### Exercise instructions:
Scan the entries below and return each line that contains "panel".

[Data extracted from a collection]
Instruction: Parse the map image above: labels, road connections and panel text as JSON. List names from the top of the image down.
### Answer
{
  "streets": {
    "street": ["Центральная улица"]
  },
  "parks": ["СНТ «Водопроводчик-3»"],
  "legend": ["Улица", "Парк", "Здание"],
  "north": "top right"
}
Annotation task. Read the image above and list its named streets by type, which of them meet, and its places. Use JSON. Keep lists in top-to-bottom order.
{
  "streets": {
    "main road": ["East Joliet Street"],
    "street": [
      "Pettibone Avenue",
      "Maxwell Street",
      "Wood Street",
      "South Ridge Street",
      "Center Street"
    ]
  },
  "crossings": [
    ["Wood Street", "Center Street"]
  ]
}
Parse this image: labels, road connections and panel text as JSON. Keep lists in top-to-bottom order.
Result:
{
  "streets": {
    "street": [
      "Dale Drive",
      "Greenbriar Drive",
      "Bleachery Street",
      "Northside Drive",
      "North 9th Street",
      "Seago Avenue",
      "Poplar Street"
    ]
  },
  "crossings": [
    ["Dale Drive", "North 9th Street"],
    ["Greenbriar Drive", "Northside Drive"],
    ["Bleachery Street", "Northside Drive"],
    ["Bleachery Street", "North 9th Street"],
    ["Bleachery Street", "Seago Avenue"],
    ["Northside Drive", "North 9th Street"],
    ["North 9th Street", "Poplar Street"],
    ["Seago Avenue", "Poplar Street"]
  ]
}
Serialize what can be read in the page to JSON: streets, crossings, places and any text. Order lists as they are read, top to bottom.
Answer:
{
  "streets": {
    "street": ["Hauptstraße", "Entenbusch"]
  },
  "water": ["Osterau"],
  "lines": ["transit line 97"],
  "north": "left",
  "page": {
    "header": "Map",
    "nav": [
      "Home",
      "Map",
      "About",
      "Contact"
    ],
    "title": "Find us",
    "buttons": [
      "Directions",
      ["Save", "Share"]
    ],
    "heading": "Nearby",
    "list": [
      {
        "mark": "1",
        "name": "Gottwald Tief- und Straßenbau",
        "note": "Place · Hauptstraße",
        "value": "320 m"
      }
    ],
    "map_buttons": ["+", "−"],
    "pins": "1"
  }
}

### Problem solution:
Instruction: Parse the map image above: labels, road connections and panel text as JSON. List names from the top of the image down.
Parse this image: labels, road connections and panel text as JSON. Keep lists in top-to-bottom order.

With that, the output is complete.